Russian immigrant Boris Wolff bought a ¼ interest in the store in 1924, and by 1950, Star had six stores. Boris passed the company on to his two children Melvyn Wolff and Shirley Wolff Toomim. Melvyn Wolff became president of the company in 1962 and in 1997, the Wolff's decided to sell the company to aid its growth. Melvyn Wolff retired, and Warren Buffett purchased the company, which is now a Berkshire Hathaway subsidiary. Wolff remained chairman of the board until his death in 2017; Shirley Toomim is Vice Chairman.
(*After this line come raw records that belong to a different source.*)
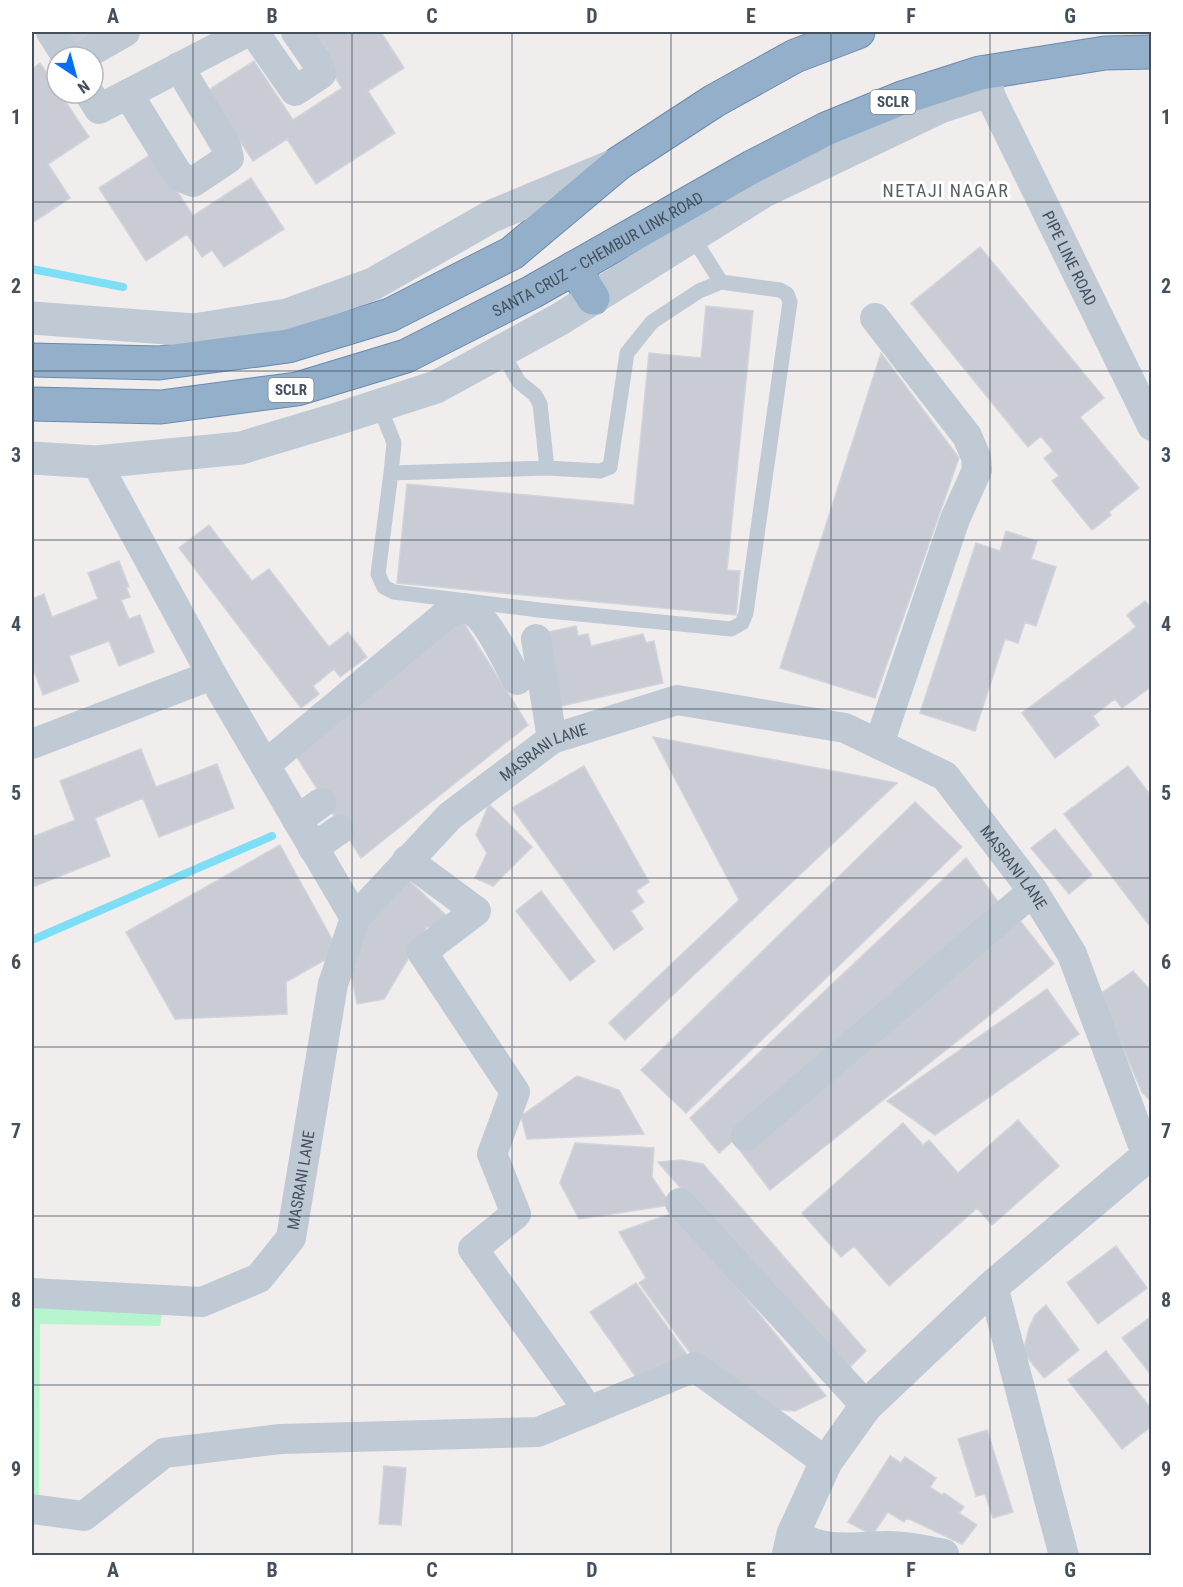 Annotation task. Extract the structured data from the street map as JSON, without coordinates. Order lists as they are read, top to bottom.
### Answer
{
  "streets": {
    "highway": ["SCLR", "SANTA CRUZ – CHEMBUR LINK ROAD"],
    "street": ["PIPE LINE ROAD", "MASRANI LANE"]
  },
  "crossings": [
    ["SANTA CRUZ – CHEMBUR LINK ROAD", "PIPE LINE ROAD"]
  ],
  "districts": ["NETAJI NAGAR"],
  "north": "bottom right",
  "grid": {
    "columns": [
      "A",
      "B",
      "C",
      "D",
      "E",
      "F",
      "G"
    ],
    "rows": [
      "1",
      "2",
      "3",
      "4",
      "5",
      "6",
      "7",
      "8",
      "9"
    ]
  }
} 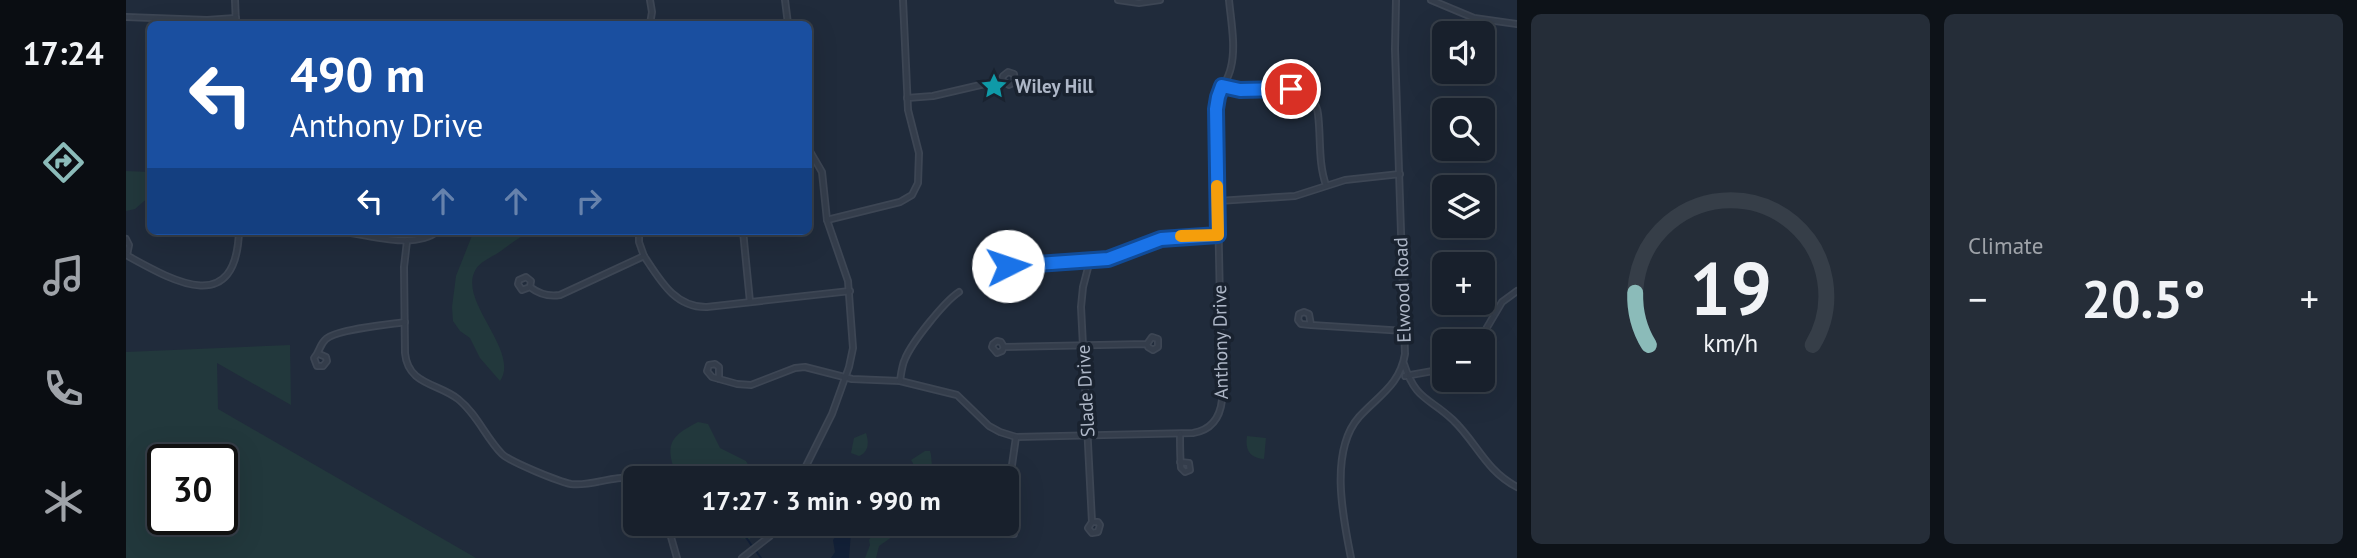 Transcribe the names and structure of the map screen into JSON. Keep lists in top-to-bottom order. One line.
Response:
{"streets":{"street":["Elwood Road","Anthony Drive","Slade Drive"]},"crossings":[["Anthony Drive","Slade Drive"]],"places":{"place":["Wiley Hill"]},"page":{"tabs":"17:24","tile":"Climate","map_buttons":["+","−"],"turn":["490 m","Anthony Drive"],"heat":["−","20.5°","+"],"limit":"30","trip":"17:27 · 3 min · 990 m","gauge":["19","km/h"]}}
Star Furniture has eleven stores – six in Greater Houston and one each in San Antonio, Austin and Bryan; as well as two clearance stores located in Houston. Some of the brand names Star carries include Natuzzi, Thomasville, Kincaid, Bernhardt, Hooker and Serta.

==Community involvement==
Star Furniture has instituted the Red Apple Award, which provides a prize of classroom furniture to an outstanding teacher each year. The company also participates in the Season For Caring program and Habitat for Humanity.